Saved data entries
########################################
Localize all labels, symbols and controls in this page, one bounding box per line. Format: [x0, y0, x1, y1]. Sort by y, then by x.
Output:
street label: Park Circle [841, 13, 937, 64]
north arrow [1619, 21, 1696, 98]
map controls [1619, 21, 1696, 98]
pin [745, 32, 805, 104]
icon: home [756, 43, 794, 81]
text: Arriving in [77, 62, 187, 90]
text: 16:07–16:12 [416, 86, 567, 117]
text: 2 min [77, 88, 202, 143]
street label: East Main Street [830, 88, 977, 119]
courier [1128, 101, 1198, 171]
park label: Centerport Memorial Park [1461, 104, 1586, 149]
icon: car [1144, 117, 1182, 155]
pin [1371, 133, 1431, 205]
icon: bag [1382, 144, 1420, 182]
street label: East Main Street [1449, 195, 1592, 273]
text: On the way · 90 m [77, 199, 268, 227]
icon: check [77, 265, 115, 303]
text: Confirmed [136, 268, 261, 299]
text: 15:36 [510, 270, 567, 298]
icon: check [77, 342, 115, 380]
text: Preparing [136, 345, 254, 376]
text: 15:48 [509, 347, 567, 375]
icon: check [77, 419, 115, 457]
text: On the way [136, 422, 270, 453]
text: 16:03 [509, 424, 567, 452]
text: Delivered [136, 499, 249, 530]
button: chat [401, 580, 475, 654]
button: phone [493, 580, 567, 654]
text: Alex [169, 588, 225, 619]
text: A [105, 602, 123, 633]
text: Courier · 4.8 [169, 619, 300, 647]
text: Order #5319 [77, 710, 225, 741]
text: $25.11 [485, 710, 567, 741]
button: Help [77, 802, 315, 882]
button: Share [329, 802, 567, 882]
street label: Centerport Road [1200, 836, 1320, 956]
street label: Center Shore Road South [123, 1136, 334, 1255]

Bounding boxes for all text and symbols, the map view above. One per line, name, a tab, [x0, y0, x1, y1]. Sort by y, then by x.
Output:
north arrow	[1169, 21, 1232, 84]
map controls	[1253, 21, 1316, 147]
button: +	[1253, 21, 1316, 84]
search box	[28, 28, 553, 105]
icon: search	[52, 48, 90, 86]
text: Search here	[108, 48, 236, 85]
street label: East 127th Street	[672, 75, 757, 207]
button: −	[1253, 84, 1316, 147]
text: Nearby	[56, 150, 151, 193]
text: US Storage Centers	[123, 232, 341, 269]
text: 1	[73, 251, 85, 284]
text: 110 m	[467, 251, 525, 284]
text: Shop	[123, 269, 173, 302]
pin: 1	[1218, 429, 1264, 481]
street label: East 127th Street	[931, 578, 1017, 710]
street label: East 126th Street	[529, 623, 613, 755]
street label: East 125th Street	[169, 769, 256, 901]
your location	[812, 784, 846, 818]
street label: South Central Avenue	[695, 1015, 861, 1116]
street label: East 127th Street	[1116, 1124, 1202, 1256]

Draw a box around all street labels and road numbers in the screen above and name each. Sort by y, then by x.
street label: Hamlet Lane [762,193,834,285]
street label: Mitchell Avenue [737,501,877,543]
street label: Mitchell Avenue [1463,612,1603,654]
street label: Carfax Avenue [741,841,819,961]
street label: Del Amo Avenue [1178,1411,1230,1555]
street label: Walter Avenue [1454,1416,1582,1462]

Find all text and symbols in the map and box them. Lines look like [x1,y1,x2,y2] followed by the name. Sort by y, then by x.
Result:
########################################
**Assignment:** Extract all of the data exactly as written.

**Your response:**
Localize all labels, symbols and controls in this page, one bounding box per line. Format: [x0, y0, x1, y1]. Sort by y, then by x.
Output:
street label: Park Circle [841, 13, 937, 64]
north arrow [1619, 21, 1696, 98]
map controls [1619, 21, 1696, 98]
pin [745, 32, 805, 104]
icon: home [756, 43, 794, 81]
text: Arriving in [77, 62, 187, 90]
text: 16:07–16:12 [416, 86, 567, 117]
text: 2 min [77, 88, 202, 143]
street label: East Main Street [830, 88, 977, 119]
courier [1128, 101, 1198, 171]
park label: Centerport Memorial Park [1461, 104, 1586, 149]
icon: car [1144, 117, 1182, 155]
pin [1371, 133, 1431, 205]
icon: bag [1382, 144, 1420, 182]
street label: East Main Street [1449, 195, 1592, 273]
text: On the way · 90 m [77, 199, 268, 227]
icon: check [77, 265, 115, 303]
text: Confirmed [136, 268, 261, 299]
text: 15:36 [510, 270, 567, 298]
icon: check [77, 342, 115, 380]
text: Preparing [136, 345, 254, 376]
text: 15:48 [509, 347, 567, 375]
icon: check [77, 419, 115, 457]
text: On the way [136, 422, 270, 453]
text: 16:03 [509, 424, 567, 452]
text: Delivered [136, 499, 249, 530]
button: chat [401, 580, 475, 654]
button: phone [493, 580, 567, 654]
text: Alex [169, 588, 225, 619]
text: A [105, 602, 123, 633]
text: Courier · 4.8 [169, 619, 300, 647]
text: Order #5319 [77, 710, 225, 741]
text: $25.11 [485, 710, 567, 741]
button: Help [77, 802, 315, 882]
button: Share [329, 802, 567, 882]
street label: Centerport Road [1200, 836, 1320, 956]
street label: Center Shore Road South [123, 1136, 334, 1255]

Bounding boxes for all text and symbols, the map view above. One per line, name, a tab, [x0, y0, x1, y1]. Sort by y, then by x.
Output:
north arrow	[1169, 21, 1232, 84]
map controls	[1253, 21, 1316, 147]
button: +	[1253, 21, 1316, 84]
search box	[28, 28, 553, 105]
icon: search	[52, 48, 90, 86]
text: Search here	[108, 48, 236, 85]
street label: East 127th Street	[672, 75, 757, 207]
button: −	[1253, 84, 1316, 147]
text: Nearby	[56, 150, 151, 193]
text: US Storage Centers	[123, 232, 341, 269]
text: 1	[73, 251, 85, 284]
text: 110 m	[467, 251, 525, 284]
text: Shop	[123, 269, 173, 302]
pin: 1	[1218, 429, 1264, 481]
street label: East 127th Street	[931, 578, 1017, 710]
street label: East 126th Street	[529, 623, 613, 755]
street label: East 125th Street	[169, 769, 256, 901]
your location	[812, 784, 846, 818]
street label: South Central Avenue	[695, 1015, 861, 1116]
street label: East 127th Street	[1116, 1124, 1202, 1256]

Draw a box around all street labels and road numbers in the screen above and name each. Sort by y, then by x.
street label: Hamlet Lane [762,193,834,285]
street label: Mitchell Avenue [737,501,877,543]
street label: Mitchell Avenue [1463,612,1603,654]
street label: Carfax Avenue [741,841,819,961]
street label: Del Amo Avenue [1178,1411,1230,1555]
street label: Walter Avenue [1454,1416,1582,1462]

Find all text and symbols in the map and box them. Lines look like [x1,y1,x2,y2] followed by the name. Sort by y, then by x.
Result:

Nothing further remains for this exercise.